The Yomiuri ShimbunDear Troubleshooter:
I’m a man in my 30s. I was disappointed with an older person at a dinner engagement when I saw him using his chopsticks very awkwardly. Now I’ve come to avoid him.
My parents were very strict on table manners. I suppose this is the reason I get so disgusted seeing people using chopsticks improperly. I wasn’t able to enjoy the meal or the conversation with others on that occasion.
Since I can’t escape these functions, I try to sit in an area where I can avoid seeing him. Yet, I can’t help being irritated and distracted whenever I see his movements. It makes me feel so uncomfortable.
I know I should pity him as a person who’s still not mature enough to handle his chopsticks properly. But that won’t free me from the uneasiness. I did consider telling him directly that he should improve his chopstick technique. But then, if I pointed that out in the presence of others, he would probably feel humiliated. I also think he would be infuriated with the fact that I’m younger than him.
I’m aware I shouldn’t be judgmental since I also have my weak points. What can I do?
M, Kanagawa Prefecture
Dear Mr. M:
Yes, I agree it’s hard to avoid noticing how others behave at the dinner table. I myself get annoyed when people make big slurping sounds with their soup or pasta. Unfortunately, it’s not easy to correct them once they’ve become adults.

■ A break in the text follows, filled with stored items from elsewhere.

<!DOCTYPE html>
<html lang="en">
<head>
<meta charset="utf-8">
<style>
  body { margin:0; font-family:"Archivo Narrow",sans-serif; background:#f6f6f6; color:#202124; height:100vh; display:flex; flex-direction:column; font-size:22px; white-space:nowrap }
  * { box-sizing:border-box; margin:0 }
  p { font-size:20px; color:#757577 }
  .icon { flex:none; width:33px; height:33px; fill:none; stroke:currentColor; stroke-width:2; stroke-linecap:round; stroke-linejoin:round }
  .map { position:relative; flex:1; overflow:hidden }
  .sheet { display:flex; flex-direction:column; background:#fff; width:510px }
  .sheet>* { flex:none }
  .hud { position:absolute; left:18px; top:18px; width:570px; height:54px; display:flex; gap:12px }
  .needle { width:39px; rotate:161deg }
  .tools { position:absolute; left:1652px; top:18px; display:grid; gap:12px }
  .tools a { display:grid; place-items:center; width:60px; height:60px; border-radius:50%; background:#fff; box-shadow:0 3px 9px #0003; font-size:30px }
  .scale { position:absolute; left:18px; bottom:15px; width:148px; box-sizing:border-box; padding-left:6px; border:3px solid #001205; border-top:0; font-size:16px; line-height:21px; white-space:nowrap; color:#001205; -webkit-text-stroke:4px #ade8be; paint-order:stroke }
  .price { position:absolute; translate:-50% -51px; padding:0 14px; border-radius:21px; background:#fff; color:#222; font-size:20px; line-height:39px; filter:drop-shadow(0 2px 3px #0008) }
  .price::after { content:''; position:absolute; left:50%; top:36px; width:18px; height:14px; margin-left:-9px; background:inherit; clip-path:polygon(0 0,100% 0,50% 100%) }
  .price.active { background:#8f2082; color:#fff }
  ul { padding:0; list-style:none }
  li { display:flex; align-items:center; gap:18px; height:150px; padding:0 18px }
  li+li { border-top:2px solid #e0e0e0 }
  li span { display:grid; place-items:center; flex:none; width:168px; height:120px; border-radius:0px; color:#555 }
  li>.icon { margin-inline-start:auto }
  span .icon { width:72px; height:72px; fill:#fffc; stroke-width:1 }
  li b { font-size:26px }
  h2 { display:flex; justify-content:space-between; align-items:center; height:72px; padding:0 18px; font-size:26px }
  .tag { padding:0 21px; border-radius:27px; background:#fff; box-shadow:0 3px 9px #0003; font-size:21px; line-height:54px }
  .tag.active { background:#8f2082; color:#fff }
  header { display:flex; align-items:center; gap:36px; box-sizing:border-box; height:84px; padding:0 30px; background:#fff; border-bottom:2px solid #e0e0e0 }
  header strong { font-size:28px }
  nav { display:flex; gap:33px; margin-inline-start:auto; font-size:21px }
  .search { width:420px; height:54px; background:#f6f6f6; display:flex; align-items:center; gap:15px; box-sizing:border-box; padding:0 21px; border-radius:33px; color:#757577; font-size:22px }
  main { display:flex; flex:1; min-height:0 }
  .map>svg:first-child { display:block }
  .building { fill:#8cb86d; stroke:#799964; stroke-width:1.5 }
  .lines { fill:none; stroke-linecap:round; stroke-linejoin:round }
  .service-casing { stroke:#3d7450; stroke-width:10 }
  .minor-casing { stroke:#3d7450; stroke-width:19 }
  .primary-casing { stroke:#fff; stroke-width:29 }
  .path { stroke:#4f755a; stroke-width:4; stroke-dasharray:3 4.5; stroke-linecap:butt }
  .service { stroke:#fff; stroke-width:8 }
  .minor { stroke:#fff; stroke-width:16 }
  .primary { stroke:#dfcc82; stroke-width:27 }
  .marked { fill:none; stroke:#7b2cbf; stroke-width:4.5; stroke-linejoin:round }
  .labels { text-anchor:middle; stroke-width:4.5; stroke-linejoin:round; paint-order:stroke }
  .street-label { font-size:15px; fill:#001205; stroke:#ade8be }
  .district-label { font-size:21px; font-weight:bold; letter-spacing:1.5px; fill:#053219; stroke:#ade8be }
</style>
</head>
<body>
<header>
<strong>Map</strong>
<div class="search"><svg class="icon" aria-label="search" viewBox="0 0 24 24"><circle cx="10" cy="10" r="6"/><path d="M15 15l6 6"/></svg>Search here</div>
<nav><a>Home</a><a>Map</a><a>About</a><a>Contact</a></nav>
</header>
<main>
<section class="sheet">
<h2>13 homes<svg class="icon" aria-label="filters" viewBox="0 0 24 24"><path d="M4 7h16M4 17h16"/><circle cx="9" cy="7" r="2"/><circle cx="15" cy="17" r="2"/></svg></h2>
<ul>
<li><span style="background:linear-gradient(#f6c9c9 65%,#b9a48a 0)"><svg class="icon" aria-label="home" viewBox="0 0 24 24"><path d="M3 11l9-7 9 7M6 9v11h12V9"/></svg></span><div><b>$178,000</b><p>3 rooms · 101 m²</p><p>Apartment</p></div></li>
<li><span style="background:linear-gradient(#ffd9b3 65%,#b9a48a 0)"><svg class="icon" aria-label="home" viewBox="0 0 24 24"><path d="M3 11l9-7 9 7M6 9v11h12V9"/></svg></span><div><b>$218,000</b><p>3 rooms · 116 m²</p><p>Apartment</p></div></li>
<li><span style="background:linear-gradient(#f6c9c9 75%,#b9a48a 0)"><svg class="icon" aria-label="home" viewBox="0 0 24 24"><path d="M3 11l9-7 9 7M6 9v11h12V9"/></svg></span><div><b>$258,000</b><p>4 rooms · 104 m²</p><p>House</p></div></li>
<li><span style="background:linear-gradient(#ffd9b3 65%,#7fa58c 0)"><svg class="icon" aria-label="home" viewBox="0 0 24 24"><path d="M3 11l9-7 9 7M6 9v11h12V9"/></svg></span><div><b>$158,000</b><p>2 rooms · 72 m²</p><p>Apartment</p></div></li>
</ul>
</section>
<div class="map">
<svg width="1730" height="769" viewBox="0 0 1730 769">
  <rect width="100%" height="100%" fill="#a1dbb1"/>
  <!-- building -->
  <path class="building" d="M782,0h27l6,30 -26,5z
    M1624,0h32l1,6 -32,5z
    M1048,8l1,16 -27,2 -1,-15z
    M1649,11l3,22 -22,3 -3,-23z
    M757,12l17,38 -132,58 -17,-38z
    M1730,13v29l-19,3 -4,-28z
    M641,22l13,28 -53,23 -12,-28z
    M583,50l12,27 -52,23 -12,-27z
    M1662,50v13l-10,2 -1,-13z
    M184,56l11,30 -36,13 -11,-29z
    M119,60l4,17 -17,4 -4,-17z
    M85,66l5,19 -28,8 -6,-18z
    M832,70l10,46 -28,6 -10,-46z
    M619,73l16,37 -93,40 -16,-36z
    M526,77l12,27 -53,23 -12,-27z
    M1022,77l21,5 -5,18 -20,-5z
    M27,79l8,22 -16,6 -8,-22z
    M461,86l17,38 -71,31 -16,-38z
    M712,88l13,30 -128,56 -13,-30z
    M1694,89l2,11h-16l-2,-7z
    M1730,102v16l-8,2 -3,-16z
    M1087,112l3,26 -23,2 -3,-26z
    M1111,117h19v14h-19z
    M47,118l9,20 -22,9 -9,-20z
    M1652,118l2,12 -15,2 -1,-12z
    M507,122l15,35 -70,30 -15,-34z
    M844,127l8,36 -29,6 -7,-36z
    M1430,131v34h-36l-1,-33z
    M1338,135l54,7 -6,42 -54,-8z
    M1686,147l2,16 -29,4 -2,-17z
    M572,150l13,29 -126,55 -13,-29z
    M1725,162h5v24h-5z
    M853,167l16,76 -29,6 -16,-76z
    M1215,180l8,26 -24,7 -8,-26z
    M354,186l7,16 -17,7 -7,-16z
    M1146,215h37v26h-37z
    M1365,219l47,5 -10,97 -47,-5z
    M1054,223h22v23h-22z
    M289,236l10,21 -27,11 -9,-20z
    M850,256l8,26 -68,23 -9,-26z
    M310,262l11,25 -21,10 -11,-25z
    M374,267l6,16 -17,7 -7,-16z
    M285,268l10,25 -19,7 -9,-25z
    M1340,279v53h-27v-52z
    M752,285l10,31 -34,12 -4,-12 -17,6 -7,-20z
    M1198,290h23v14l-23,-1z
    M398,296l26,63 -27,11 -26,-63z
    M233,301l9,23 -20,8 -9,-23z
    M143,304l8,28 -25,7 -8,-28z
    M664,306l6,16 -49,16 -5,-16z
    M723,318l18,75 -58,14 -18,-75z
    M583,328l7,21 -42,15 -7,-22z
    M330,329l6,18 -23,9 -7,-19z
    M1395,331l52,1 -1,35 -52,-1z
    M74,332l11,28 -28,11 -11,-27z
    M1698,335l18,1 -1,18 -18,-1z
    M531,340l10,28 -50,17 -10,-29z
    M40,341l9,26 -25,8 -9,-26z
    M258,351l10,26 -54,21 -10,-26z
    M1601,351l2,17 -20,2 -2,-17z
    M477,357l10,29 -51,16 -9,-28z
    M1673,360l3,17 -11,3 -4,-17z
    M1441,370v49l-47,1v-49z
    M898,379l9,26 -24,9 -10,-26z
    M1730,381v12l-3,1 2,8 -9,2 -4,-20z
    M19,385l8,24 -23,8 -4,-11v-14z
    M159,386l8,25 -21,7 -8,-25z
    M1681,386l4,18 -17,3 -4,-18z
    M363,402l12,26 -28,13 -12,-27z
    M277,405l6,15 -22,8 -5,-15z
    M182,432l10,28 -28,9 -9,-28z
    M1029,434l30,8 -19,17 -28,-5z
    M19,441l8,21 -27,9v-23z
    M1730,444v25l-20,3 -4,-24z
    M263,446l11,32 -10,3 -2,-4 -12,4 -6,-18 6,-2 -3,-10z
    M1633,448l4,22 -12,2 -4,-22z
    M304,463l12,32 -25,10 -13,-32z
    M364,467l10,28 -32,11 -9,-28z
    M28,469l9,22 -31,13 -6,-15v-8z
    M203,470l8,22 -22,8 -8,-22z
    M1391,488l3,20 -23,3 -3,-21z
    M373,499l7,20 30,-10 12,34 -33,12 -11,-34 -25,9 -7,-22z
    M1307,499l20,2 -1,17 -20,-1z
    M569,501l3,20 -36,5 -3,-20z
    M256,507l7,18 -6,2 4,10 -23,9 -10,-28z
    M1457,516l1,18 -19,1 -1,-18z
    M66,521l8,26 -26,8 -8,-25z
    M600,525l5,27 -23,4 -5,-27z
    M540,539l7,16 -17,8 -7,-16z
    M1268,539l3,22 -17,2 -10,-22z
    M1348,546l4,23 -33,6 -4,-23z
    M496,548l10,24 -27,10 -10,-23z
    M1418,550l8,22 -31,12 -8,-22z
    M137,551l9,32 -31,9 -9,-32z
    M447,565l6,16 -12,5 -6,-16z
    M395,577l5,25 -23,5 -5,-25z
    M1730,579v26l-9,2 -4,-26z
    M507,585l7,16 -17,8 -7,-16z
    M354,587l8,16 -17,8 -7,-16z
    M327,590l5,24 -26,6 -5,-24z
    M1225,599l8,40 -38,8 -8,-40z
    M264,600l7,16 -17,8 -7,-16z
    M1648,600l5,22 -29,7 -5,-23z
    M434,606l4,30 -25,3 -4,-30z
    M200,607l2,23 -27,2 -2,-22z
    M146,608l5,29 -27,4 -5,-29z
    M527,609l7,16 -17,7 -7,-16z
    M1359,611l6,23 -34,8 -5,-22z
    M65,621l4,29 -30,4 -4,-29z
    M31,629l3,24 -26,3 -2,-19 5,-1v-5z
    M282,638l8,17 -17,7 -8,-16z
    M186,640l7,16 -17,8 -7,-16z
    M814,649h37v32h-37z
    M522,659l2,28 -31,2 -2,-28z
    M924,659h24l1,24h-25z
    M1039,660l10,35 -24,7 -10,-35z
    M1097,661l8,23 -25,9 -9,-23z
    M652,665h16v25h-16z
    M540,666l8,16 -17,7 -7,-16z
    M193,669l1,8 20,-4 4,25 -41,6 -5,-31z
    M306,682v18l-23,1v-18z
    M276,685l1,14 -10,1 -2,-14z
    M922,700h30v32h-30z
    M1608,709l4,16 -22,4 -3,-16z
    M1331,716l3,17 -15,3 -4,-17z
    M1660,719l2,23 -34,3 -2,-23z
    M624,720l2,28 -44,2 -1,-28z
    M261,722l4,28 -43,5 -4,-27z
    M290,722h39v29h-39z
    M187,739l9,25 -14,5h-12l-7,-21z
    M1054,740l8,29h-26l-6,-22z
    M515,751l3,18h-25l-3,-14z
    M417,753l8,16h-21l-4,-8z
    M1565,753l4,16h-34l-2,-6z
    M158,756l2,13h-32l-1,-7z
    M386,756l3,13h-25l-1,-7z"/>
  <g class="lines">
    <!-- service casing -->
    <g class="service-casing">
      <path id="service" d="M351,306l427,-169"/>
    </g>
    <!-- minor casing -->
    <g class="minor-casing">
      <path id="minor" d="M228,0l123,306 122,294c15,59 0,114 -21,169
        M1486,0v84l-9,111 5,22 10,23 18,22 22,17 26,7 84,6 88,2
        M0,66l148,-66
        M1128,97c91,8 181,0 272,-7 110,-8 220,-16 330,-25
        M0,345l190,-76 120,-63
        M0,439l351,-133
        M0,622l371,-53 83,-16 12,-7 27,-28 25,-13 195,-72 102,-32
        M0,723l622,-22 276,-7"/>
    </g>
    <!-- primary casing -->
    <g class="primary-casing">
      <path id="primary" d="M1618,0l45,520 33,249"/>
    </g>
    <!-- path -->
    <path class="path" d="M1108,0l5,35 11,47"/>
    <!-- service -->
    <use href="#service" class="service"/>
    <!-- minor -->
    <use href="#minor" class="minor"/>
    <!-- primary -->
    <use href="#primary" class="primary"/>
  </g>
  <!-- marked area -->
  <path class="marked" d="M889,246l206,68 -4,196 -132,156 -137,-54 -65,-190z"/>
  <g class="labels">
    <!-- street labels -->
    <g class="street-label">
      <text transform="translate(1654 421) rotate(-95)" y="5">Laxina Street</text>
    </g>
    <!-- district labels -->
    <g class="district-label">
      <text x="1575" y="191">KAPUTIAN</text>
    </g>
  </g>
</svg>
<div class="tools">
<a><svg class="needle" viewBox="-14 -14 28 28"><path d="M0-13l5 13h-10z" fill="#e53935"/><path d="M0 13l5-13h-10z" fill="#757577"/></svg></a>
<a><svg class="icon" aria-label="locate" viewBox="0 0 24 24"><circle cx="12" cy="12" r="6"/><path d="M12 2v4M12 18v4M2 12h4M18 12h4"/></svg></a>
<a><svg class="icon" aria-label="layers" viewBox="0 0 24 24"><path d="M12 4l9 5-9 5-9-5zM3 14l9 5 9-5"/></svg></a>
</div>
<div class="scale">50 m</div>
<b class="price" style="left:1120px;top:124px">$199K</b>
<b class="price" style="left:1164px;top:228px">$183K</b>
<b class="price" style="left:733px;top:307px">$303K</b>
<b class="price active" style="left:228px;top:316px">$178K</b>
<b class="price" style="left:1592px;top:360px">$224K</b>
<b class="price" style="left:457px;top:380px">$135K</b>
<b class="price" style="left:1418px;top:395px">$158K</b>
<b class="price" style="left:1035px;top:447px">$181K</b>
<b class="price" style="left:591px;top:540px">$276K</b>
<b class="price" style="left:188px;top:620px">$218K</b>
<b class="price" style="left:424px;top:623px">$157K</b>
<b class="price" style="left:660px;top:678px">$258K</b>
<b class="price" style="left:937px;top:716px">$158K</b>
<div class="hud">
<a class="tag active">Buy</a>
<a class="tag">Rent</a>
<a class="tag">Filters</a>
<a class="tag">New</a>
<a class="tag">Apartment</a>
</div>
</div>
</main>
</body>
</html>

Personally, I would point it out there and then, if they were my family members or relatives. If they were good friends that didn’t have the proper manners, I would look for other occasions to meet them. If it’s neither of these cases, I would say to myself that enduring people’s bad manners is part of my job.
To start with, I don’t think we should perceive dinner engagements as opportunities for pleasure. I suggest you take them as opportunities to socialize and convene. We manage to endure unpleasant people and distasteful remarks at work, don’t we?